Compassion and respect

Response to ‘Australian Story’

What ‘Australian Story’ demonstrated so clearly last night is the stark contrast between compassionate, courageous doctors like Rodney Syme who listen to and respect their patients, and the doctors like Karen Hitchcock who fail to demonstrate these values in their claims about voluntary assisted dying.
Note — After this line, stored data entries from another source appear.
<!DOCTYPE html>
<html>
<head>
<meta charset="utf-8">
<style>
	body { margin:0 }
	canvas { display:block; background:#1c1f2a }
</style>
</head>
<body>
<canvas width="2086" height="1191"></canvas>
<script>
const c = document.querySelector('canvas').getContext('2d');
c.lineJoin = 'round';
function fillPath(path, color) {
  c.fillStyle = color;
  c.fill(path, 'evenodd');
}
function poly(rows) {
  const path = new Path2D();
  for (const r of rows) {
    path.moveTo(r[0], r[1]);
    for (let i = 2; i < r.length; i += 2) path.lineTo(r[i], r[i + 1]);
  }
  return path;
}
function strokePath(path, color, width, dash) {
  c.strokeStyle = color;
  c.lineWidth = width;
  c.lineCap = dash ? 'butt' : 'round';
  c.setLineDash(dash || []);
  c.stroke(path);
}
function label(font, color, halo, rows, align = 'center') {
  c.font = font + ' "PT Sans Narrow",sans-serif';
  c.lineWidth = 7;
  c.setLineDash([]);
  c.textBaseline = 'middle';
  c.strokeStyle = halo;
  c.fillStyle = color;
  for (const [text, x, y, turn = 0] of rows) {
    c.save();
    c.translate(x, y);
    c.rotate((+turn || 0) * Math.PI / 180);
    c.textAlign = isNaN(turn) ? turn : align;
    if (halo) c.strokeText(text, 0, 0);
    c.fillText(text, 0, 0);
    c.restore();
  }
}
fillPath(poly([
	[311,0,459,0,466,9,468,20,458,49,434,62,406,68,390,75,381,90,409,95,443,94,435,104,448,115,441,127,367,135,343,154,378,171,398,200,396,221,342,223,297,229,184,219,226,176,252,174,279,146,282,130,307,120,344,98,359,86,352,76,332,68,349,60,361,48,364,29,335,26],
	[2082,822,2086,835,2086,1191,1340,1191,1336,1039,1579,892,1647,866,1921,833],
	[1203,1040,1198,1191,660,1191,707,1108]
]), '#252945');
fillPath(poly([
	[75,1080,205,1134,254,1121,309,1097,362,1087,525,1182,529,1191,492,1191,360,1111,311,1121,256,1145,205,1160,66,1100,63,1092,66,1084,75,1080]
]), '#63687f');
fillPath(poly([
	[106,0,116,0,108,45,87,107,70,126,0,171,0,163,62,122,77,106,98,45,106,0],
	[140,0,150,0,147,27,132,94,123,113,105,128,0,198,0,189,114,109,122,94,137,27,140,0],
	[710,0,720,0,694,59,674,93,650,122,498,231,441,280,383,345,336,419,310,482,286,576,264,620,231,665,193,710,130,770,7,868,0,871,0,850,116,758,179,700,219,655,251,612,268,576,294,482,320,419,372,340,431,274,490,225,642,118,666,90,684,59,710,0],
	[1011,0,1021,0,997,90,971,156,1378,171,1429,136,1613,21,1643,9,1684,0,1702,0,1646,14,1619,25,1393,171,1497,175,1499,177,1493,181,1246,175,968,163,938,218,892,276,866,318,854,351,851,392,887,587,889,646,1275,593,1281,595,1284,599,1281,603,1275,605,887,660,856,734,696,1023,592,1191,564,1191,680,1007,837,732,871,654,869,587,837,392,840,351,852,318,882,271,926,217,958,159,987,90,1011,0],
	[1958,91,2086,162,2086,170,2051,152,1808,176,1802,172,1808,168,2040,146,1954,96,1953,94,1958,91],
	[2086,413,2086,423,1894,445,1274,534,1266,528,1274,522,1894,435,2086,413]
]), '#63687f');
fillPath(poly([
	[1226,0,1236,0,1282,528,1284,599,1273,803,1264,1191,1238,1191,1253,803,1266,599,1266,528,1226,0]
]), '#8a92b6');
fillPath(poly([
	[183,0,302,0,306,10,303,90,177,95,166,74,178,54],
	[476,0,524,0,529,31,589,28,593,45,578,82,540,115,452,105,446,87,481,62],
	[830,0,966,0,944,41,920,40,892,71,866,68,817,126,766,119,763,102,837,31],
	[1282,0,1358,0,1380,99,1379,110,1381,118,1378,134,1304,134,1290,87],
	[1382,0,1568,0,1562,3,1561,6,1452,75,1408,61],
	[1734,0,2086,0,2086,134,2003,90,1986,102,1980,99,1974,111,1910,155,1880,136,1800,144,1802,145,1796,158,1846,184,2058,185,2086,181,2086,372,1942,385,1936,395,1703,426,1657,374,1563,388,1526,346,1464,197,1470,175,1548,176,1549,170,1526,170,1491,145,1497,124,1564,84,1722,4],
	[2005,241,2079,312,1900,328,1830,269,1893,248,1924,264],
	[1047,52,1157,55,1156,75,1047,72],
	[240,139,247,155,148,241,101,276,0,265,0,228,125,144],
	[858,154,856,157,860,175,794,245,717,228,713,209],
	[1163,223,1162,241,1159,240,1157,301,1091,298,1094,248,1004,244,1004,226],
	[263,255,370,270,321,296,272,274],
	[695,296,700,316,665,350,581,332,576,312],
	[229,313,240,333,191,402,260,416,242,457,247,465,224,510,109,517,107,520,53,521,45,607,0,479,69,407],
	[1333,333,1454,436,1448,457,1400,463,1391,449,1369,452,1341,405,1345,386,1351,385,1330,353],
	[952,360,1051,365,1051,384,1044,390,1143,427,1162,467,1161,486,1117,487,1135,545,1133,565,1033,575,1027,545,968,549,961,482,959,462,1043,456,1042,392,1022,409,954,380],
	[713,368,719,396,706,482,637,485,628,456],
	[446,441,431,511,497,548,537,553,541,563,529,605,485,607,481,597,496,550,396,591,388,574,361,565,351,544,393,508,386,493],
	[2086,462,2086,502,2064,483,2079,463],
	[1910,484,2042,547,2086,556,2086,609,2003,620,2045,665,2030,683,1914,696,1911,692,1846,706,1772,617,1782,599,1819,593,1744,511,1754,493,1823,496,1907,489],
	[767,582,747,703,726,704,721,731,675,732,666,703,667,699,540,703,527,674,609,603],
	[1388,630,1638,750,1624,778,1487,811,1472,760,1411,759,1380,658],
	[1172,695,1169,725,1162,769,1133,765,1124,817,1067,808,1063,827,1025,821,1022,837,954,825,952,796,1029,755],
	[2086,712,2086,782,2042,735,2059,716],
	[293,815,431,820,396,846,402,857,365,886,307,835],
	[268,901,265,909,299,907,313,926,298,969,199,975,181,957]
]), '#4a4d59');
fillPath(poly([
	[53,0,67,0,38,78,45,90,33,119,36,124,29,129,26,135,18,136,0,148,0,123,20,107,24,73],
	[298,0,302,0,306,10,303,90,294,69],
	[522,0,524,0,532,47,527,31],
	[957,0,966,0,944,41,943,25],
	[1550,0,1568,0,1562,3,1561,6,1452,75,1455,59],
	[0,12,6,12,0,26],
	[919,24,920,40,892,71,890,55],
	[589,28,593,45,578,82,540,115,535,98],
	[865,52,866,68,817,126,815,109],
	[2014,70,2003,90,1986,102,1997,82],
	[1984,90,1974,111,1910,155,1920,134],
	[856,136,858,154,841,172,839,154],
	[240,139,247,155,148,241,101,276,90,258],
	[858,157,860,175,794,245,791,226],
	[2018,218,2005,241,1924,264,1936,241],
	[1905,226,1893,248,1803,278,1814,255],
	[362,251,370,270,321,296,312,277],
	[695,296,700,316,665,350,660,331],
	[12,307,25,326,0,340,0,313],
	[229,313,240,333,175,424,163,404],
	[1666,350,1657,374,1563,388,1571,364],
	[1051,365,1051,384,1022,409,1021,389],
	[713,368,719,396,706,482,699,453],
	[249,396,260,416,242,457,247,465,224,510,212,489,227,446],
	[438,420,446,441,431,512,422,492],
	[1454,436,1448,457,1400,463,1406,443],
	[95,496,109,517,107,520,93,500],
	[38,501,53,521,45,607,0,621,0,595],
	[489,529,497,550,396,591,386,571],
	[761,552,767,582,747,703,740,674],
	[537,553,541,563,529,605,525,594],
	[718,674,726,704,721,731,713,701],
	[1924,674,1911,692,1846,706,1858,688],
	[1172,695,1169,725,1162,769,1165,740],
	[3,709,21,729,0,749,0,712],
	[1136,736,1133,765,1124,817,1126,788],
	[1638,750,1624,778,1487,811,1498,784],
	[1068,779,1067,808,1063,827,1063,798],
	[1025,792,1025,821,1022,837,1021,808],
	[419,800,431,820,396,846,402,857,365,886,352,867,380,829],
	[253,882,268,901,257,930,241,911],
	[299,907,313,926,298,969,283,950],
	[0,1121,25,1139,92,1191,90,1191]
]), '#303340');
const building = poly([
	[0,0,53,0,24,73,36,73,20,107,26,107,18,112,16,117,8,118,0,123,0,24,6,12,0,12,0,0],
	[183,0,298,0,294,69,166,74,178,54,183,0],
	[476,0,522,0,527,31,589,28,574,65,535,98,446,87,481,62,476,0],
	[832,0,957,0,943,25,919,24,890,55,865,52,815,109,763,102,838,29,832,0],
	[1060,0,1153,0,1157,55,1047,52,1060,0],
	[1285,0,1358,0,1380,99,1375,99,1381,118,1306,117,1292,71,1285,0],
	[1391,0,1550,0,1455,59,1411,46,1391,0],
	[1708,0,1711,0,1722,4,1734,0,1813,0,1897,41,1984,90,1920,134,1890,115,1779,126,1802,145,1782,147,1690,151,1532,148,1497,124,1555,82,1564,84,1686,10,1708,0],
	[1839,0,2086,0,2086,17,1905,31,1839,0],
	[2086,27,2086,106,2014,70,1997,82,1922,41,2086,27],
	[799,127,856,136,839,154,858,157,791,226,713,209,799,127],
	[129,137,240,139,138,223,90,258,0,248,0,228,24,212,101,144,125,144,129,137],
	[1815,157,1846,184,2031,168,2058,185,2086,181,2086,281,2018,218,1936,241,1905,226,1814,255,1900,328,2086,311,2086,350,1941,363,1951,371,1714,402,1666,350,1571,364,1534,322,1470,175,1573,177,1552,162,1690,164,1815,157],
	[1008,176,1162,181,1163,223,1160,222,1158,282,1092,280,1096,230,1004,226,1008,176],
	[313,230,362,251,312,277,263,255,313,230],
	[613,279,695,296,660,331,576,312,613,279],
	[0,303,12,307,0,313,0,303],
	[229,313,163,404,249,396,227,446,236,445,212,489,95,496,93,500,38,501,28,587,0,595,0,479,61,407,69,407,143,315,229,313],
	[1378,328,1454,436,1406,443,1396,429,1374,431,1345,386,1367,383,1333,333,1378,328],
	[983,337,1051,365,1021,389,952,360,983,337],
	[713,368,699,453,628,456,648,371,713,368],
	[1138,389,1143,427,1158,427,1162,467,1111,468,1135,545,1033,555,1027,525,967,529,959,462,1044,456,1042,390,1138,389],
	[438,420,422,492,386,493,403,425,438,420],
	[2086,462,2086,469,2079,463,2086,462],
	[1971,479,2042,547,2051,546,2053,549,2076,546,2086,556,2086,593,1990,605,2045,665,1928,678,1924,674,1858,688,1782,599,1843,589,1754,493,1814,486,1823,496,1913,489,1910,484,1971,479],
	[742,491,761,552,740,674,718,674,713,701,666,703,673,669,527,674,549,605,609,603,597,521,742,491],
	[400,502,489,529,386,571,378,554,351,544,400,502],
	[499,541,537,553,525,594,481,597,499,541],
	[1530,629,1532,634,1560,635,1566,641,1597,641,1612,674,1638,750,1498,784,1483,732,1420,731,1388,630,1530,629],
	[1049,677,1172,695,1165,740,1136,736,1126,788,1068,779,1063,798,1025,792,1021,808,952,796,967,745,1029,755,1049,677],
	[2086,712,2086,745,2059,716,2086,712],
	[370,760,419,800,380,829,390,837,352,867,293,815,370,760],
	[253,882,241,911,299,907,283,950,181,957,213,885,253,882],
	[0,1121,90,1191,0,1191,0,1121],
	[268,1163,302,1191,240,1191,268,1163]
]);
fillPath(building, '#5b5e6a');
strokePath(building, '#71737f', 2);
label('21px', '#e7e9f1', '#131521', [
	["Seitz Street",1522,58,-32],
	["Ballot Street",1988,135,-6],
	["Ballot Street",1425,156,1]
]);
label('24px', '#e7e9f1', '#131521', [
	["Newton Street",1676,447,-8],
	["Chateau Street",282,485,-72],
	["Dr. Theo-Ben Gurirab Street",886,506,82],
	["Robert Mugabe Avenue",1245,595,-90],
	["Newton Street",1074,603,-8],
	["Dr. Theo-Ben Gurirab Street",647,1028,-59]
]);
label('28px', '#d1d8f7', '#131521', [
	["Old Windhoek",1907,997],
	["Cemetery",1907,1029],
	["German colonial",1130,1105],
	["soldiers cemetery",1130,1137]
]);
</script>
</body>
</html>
DwDNSW has provided on its Facebook page an excellent analysis of Dr Hitchcock’s comments in last night’s program:

Did you hear Dr Karen Hitchcock on “Australian Story” tonight? She claimed that “Physical pain towards the end of life is treatable. We have very very powerful drugs available to us. I have never, in the 13 years that I have been practising in big hospitals, ever had a patient die screaming and in pain. Never. I’ve never had a single patient beg me for death towards the end of their life”.

In maki
ng these statements Hitchcock ignores many things including:
* the Position Statement of Palliative Care Australia, which states that while pain and other symptoms can be helped, complete relief of suffering is not always possible, even with optimal palliative care.
* It is well-established that physical pain is not the only cause of suffering at end-of-life; suffering can also result from existential concerns, such as feelings of helplessness, hopelessness, futility, remorse, death anxiety, as well as social isolation and loss of dignity and control.
* the findings by “The Economist” in July last year that, over the past 15 years, terminal sedation—increasing drug doses to maintain deep unconsciousness until death—has become widely used in many countries to control dying patients’ fear and agitation. A sedated patient could not scream in pain but they may still experience an undignified and prolonged death where they do not get to say goodbye to their family who watch them slowly die in this state.

Hitchcock’s experience of no requests to speed up a person’s dying process should also been seen in the context of a 2007 survey by Neil et al. of 854 Victorian doctors, which found that 302 of those doctors had received requests from patients to hasten their death. Perhaps those who haven’t received requests were not listening or were not approachable – or their patients were terminally sedated?

Dr Hitchcock is just the latest of the public opponents of voluntary assisted dying showing exactly the same characteristic – a failure to meet the most basic principles, values and standards expected of doctors and Christians. She showed no compassion or empathy and no respect for the principle of patient autonomy or of the wishes of individuals.  As the DwDNSW analysis shows, she made false, misleading and self-absorbed claims that distort the facts.  In addition, she implied sinister motives of someone like Rodney Syme. According to Dr Hitchcock, she did not know what motivated Dr Syme to “kill people” and implied that his assistance to people was because he decided “when people’s life is not worth living or is worth living”.
Dr Rodney Syme actually lives his principles and is what we all want from our doctors.  Fortunately, there are many more like him who support assisted dying law reform and who will provide the assistance when it becomes law.  In the meantime, he should not have to go to gaol for providing the standard of compassionate, respectful end of life care people ask for.